Records provided
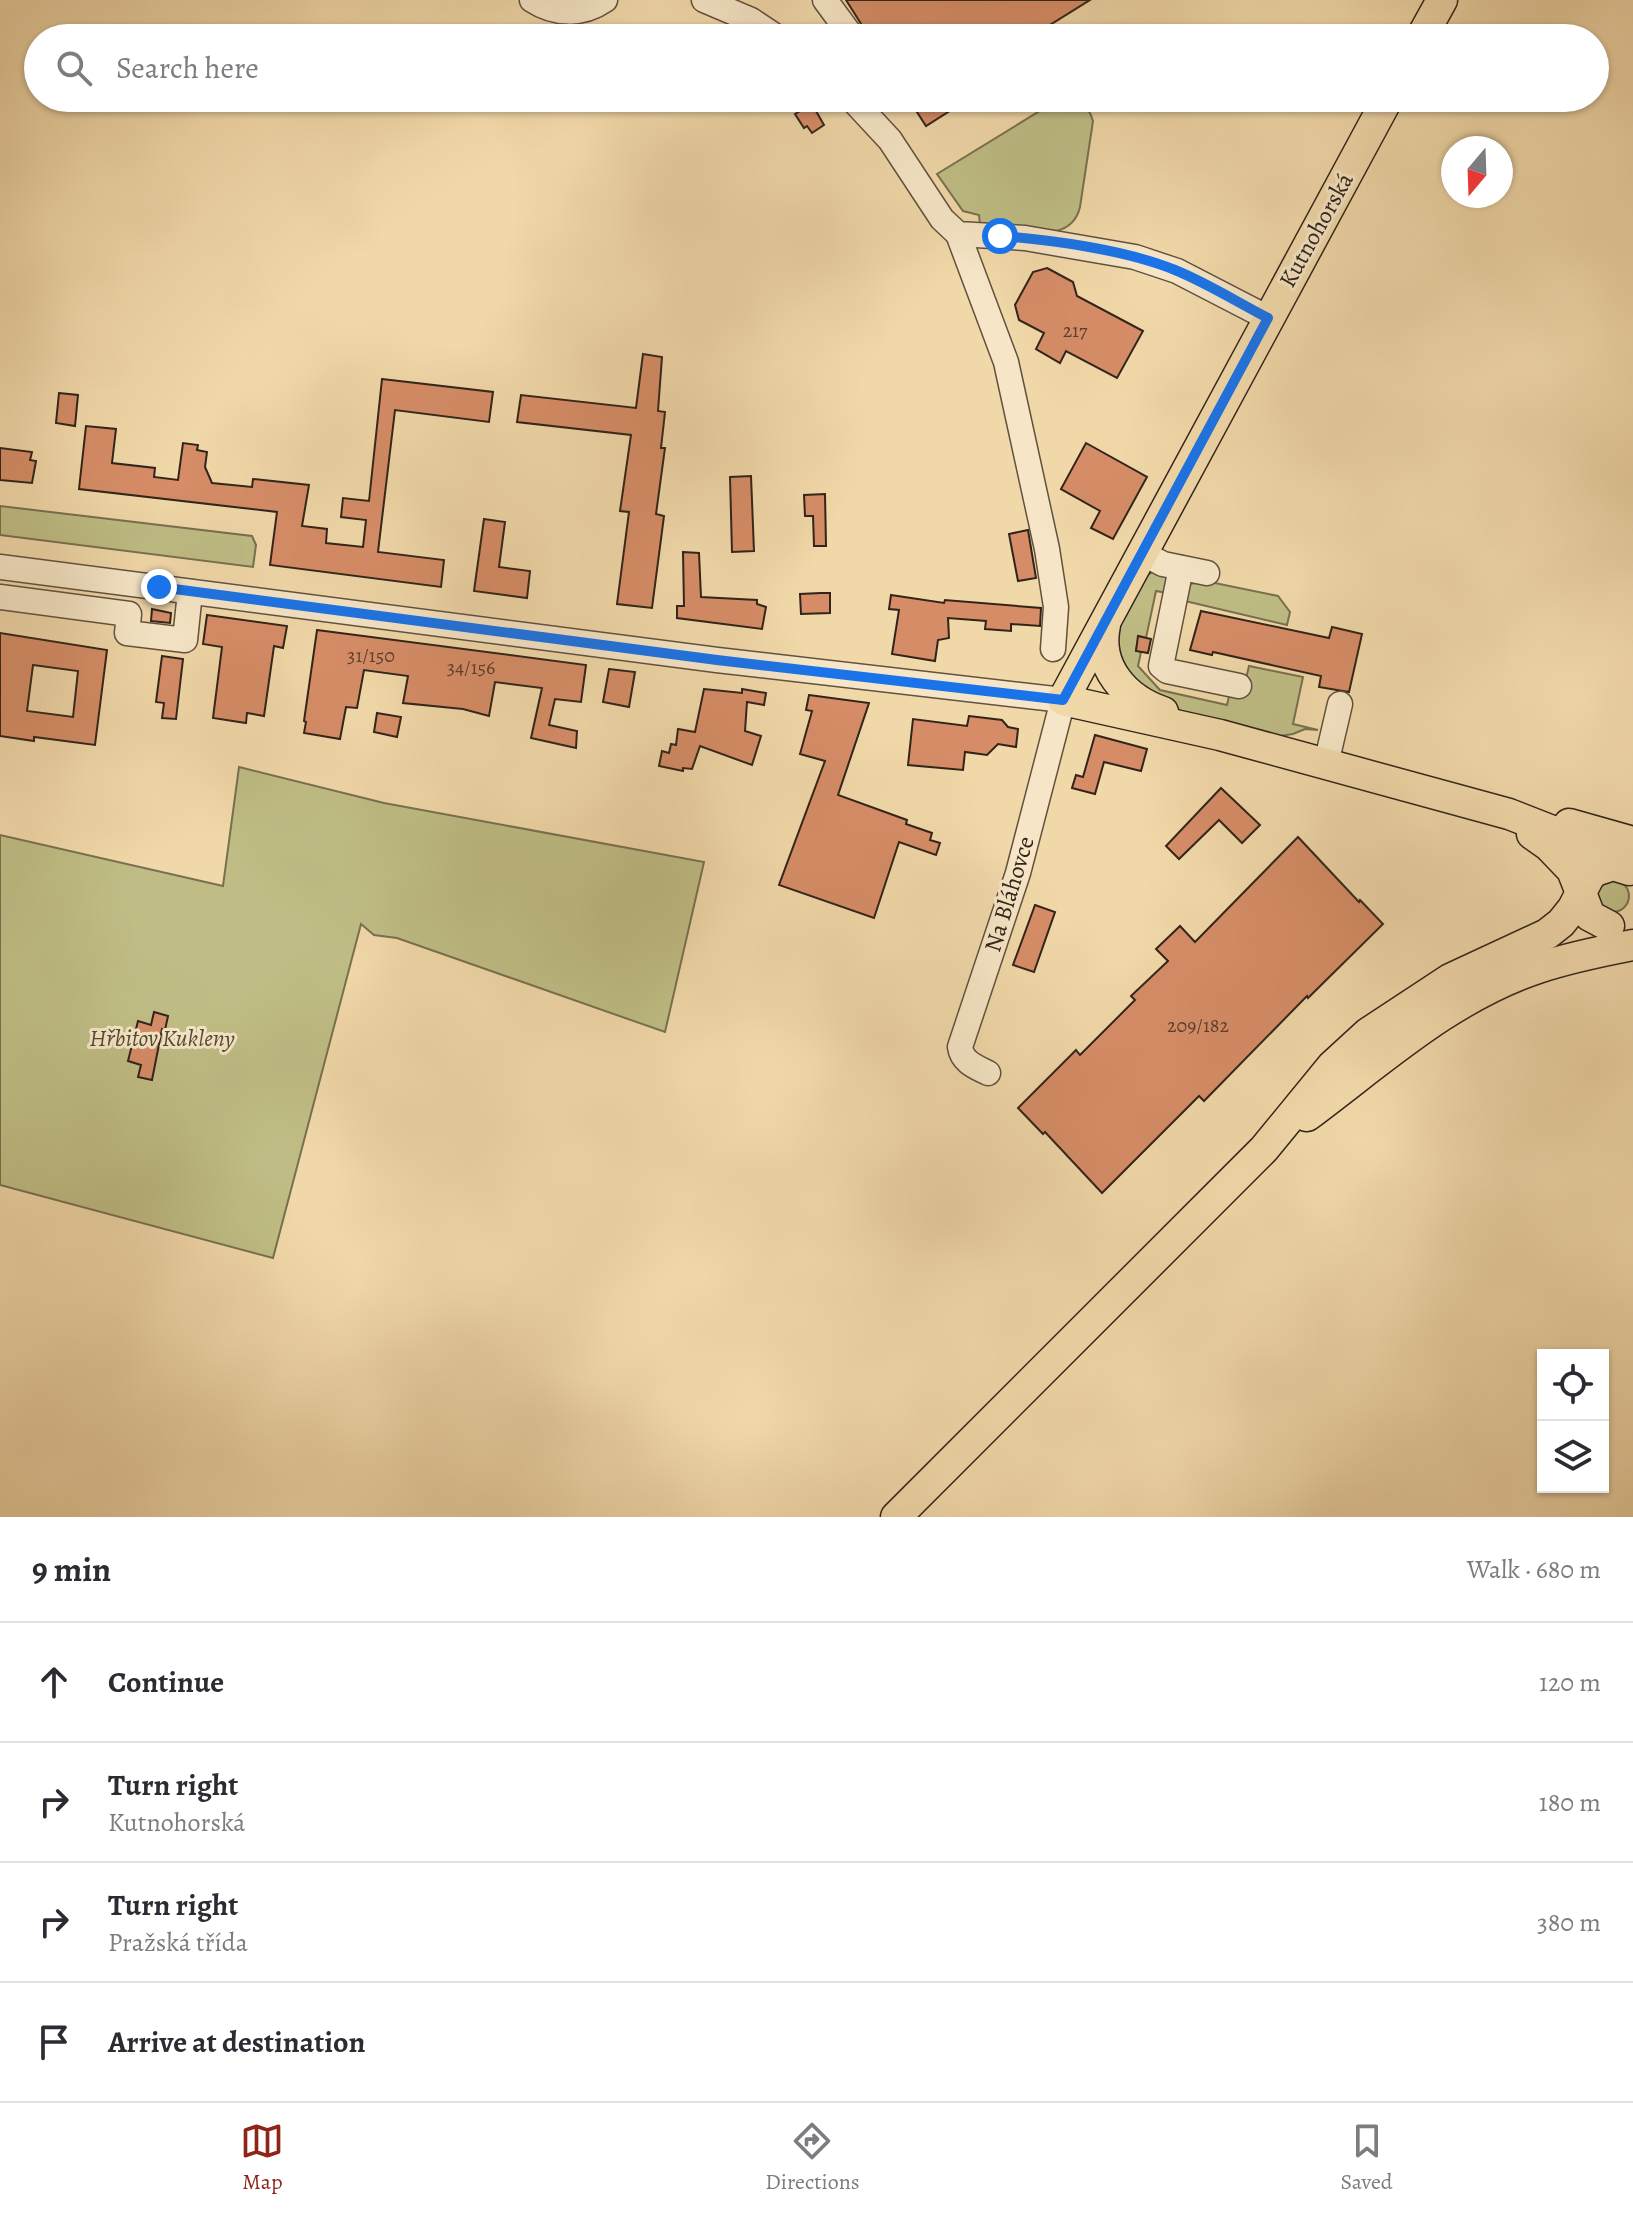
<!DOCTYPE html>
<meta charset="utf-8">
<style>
:root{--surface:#fff;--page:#f2f2f3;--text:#2b2b33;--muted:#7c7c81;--line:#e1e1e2;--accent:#8f2418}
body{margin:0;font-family:Alegreya,serif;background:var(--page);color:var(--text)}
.controls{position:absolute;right:24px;bottom:24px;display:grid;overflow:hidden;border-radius:0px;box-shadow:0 2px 6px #0004}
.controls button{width:72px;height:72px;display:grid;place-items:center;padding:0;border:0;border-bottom:2px solid var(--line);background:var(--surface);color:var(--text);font:40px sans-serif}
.compass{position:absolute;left:1441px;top:136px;width:72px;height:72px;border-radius:50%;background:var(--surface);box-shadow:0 2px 6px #0004;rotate:199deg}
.stop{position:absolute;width:24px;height:24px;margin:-18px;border:6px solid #1a73e8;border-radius:50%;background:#fff}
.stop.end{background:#1a73e8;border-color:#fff;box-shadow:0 2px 8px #0008}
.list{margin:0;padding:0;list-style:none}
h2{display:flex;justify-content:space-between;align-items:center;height:104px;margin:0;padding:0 32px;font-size:34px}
h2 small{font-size:26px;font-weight:400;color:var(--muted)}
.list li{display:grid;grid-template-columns:52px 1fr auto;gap:24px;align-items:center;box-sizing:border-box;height:120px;padding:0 32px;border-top:2px solid var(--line)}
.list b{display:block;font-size:30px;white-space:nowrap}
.list p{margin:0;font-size:26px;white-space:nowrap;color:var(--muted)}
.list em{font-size:26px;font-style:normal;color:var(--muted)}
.icon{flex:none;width:44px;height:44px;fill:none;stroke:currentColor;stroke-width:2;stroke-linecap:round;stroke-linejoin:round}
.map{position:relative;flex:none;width:1633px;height:1517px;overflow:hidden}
.search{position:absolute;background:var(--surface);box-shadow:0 2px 6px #0004;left:24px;right:24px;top:24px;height:88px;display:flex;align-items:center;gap:20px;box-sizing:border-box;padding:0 28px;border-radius:44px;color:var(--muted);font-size:30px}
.sheet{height:584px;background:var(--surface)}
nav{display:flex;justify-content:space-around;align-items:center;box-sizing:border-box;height:112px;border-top:2px solid var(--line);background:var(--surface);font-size:22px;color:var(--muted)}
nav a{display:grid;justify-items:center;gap:4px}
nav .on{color:var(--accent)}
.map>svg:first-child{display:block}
.green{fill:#bfbd85;stroke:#787050;stroke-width:2}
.building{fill:#d68d67;stroke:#31241a;stroke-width:2;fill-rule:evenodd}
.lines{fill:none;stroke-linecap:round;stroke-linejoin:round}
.minor-casing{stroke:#61513e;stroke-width:27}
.major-casing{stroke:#31241a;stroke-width:33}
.minor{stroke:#f6e6c7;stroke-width:24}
.major{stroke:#f1d8a9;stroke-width:30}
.route{stroke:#1a73e8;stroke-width:10}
.labels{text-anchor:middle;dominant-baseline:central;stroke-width:6;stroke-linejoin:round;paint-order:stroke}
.number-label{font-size:20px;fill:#5a3e2d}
.street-label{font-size:24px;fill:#31241a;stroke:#f6e6c7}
.park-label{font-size:24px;font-style:italic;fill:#544a35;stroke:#f6e6c7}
</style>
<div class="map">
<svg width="1633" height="1517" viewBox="0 0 1633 1517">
<rect width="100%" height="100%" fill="#f1d8a9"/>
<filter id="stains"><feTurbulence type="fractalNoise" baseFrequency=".0025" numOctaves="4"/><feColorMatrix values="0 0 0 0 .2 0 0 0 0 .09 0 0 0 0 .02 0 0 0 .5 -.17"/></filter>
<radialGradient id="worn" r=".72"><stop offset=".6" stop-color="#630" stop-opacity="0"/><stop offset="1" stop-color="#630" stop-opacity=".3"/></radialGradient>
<g class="green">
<path d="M1056,101C1074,100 1088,101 1093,121L1080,207C1077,220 1069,228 1056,231L980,225L979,215L963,211L937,174Z"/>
<polygon points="0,506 252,536 256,545 253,567 0,535"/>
<polygon points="1156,570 1167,575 1170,583 1167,593 1156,591 1146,638 1139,636 1136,650 1141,652 1138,666 1160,690 1227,705 1230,692 1242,695 1249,666 1303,677 1293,724 1318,730 1305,729 1293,734 1273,737 1174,709 1131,684 1114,641 1116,631 1143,578"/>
<polygon points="1205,581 1278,596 1290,612 1287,625 1185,601 1190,584"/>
<polygon points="239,767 384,803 704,862 665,1032 397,938 374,935 361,924 273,1258 0,1185 0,835 223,886"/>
<circle cx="1613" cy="896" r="16"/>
</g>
<g class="building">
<polygon points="846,0 1090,0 1029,38 870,38"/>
<polygon points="908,98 970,98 926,126"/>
<polygon points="812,104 824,125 812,133 807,126 804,128 795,114"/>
<polygon points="1047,268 1073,282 1077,296 1143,331 1117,378 1066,351 1060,363 1036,349 1044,333 1019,320 1015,305 1033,272"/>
<polygon points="643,354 662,357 658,411 665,412 661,448 665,448 656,514 664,516 652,608 617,604 629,512 620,511 631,435 517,422 521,395 636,408"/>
<polygon points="382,379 493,392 489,422 395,410 378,552 444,560 441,587 270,565 277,512 79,489 86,426 116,429 112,463 155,468 154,477 178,480 183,443 198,445 197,450 207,452 205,467 212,483 252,487 253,479 309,485 302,526 327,529 326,543 363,547 366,520 341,517 343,498 369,501"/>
<polygon points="59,393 78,395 75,426 56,423"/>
<polygon points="1086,443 1147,477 1113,539 1091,528 1100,511 1061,489"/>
<polygon points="0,448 32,452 30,460 36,461 32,483 0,480"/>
<polygon points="751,476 754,551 732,552 730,477"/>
<polygon points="825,494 826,546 814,546 813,516 805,516 804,495"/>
<polygon points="484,519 505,522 499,567 530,571 527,598 474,591"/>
<polygon points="1028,530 1036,578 1018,581 1009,534"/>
<polygon points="683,552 699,553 701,597 757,600 757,604 766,607 762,629 677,618 677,606 684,606"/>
<polygon points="821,593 830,593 830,613 801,614 800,594"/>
<polygon points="891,595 944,603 945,600 1041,608 1040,626 1011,624 1011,631 985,629 986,621 948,618 949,638 938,640 935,661 892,654 899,610 889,609"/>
<polygon points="152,609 171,613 170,623 151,621"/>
<polygon points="1201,611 1329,638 1332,627 1362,634 1349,692 1319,687 1321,676 1213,652 1212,655 1190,650"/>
<polygon points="207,615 287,626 283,648 274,646 264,716 247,713 246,723 213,718 222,647 203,644"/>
<polygon points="317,630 586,665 581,702 555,699 549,725 577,731 576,748 531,738 542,688 495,682 489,716 463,709 403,703 408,676 364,670 357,708 346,707 340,739 304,733 306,722 304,721"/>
<path d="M0,633L107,650L95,745L34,737V741L0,736ZM33,665L78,671L73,717L27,711Z"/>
<polygon points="1138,636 1151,639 1148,653 1136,651"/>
<polygon points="162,656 183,659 176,719 162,718 164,703 156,702"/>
<polygon points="609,669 635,672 629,707 603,702"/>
<polygon points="704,689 742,693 742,689 766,693 764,705 747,702 745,731 761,736 752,765 700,746 692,769 683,768 683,771 659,766 662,751 669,753 671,744 676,745 678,729 695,732"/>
<polygon points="809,695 869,703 838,795 907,820 906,824 932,833 930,840 940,843 936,855 899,842 874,918 779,885 825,761 800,754 812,711 806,710"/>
<polygon points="377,713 401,717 397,737 374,732"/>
<polygon points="969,716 1002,720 1008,727 1018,729 1016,747 998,744 987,755 965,752 963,770 908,765 913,719 967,726"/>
<polygon points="1095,735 1147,749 1141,771 1104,762 1095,794 1072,788 1076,775 1083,777"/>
<polygon points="1221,788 1260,825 1242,843 1219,820 1179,859 1166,846"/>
<polygon points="1298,837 1359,902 1360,900 1383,924 1308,998 1307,996 1204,1101 1199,1096 1102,1193 1045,1132 1043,1134 1018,1108 1076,1050 1080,1055 1135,1000 1131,996 1168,961 1156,949 1180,926 1195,942"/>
<polygon points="1035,905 1055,912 1034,972 1013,965"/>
<polygon points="154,1012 168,1016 165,1030 162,1029 152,1080 138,1077 141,1065 128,1061 138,1021 151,1025"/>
</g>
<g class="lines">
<defs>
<g id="minor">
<path d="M532,0C555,15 582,16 605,0"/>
<polyline points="704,0 751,20 778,38"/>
<polyline points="825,0 853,38"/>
<polyline points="851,98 890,140 942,219 958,234 1025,238 1135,257 1177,271 1268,318"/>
<polyline points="958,234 1006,362 1047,549 1056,607 1053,649"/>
<polyline points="1142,553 1163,564 1207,573"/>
<path d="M0,567L717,660L1063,700L1018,873L960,1047C962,1062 976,1067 988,1073"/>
<polyline points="1181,568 1161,666 1167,671 1239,686"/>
<polyline points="0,597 129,614 127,633 185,640 190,592"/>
<polyline points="1326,764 1340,704"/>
</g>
<g id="major">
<polyline points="1421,38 1442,0"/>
<polyline points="1388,98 1063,700 1220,735 1509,814 1555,832 1623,867"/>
<path d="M1105,625C1096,667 1125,699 1163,712"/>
<polyline points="1569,824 1633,842"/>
<polyline points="1532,834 1549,846 1572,870 1590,916 1609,926"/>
<path d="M1307,1116C1380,1062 1450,997 1538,968C1568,958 1602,951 1633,945"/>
<polyline points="896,1517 1264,1149 1332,1066 1368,1033 1450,979 1547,934 1561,923 1573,908 1589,877 1595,871 1613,865 1629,870"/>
</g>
</defs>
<use href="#minor" class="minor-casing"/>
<use href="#major" class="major-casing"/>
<use href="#minor" class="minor"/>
<use href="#major" class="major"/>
</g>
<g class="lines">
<path class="route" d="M159,587L717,660L1063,700L1268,318C1237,302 1207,283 1175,270C1126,250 1053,240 1000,236"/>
</g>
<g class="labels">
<g class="number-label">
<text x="1075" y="330">217</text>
<text x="371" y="655">31/150</text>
<text x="471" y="667">34/156</text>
<text x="1198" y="1025">209/182</text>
</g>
<g class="street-label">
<text transform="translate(1316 230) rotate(-61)">Kutnohorská</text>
<text transform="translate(1009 894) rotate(-73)">Na Bláhovce</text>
</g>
<g class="park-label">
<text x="162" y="1038">Hřbitov Kukleny</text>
</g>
</g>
<rect width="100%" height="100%" filter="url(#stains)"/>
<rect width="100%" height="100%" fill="url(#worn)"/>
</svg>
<div class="controls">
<button><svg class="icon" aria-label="locate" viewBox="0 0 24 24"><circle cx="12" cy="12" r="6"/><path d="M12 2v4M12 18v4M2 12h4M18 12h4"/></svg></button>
<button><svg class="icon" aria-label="layers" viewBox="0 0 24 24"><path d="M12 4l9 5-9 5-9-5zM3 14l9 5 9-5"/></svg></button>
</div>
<svg class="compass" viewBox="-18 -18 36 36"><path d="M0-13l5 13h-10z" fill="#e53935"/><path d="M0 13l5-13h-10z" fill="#7c7c81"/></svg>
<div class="stop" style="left:1000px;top:236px"></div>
<div class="stop end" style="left:159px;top:587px"></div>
<div class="search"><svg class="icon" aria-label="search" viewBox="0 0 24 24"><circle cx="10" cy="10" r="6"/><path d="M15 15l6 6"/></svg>Search here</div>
</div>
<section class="sheet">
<h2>9 min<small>Walk · 680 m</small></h2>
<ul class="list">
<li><svg class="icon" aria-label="ahead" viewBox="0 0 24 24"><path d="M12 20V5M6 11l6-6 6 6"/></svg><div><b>Continue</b></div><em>120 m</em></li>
<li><svg class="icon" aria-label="right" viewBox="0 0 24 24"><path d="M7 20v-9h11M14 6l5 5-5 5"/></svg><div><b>Turn right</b><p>Kutnohorská</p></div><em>180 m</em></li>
<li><svg class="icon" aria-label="right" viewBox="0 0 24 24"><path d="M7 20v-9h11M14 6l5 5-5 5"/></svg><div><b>Turn right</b><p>Pražská třída</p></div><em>380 m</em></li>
<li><svg class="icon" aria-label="arrive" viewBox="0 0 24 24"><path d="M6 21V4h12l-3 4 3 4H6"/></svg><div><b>Arrive at destination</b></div></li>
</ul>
</section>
<nav>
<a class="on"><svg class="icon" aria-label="map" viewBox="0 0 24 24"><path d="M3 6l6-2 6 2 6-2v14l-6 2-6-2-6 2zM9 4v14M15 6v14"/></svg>Map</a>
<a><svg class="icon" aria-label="directions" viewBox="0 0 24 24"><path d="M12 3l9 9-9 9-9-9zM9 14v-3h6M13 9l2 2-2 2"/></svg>Directions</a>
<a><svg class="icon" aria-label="saved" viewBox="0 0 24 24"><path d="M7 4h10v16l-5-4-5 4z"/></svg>Saved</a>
</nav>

Required action
All that is needed is the line containing "6 2 6-2v14l-6" and each line after it to the end of the data above, set down exactly.

Reply
<a class="on"><svg class="icon" aria-label="map" viewBox="0 0 24 24"><path d="M3 6l6-2 6 2 6-2v14l-6 2-6-2-6 2zM9 4v14M15 6v14"/></svg>Map</a>
<a><svg class="icon" aria-label="directions" viewBox="0 0 24 24"><path d="M12 3l9 9-9 9-9-9zM9 14v-3h6M13 9l2 2-2 2"/></svg>Directions</a>
<a><svg class="icon" aria-label="saved" viewBox="0 0 24 24"><path d="M7 4h10v16l-5-4-5 4z"/></svg>Saved</a>
</nav>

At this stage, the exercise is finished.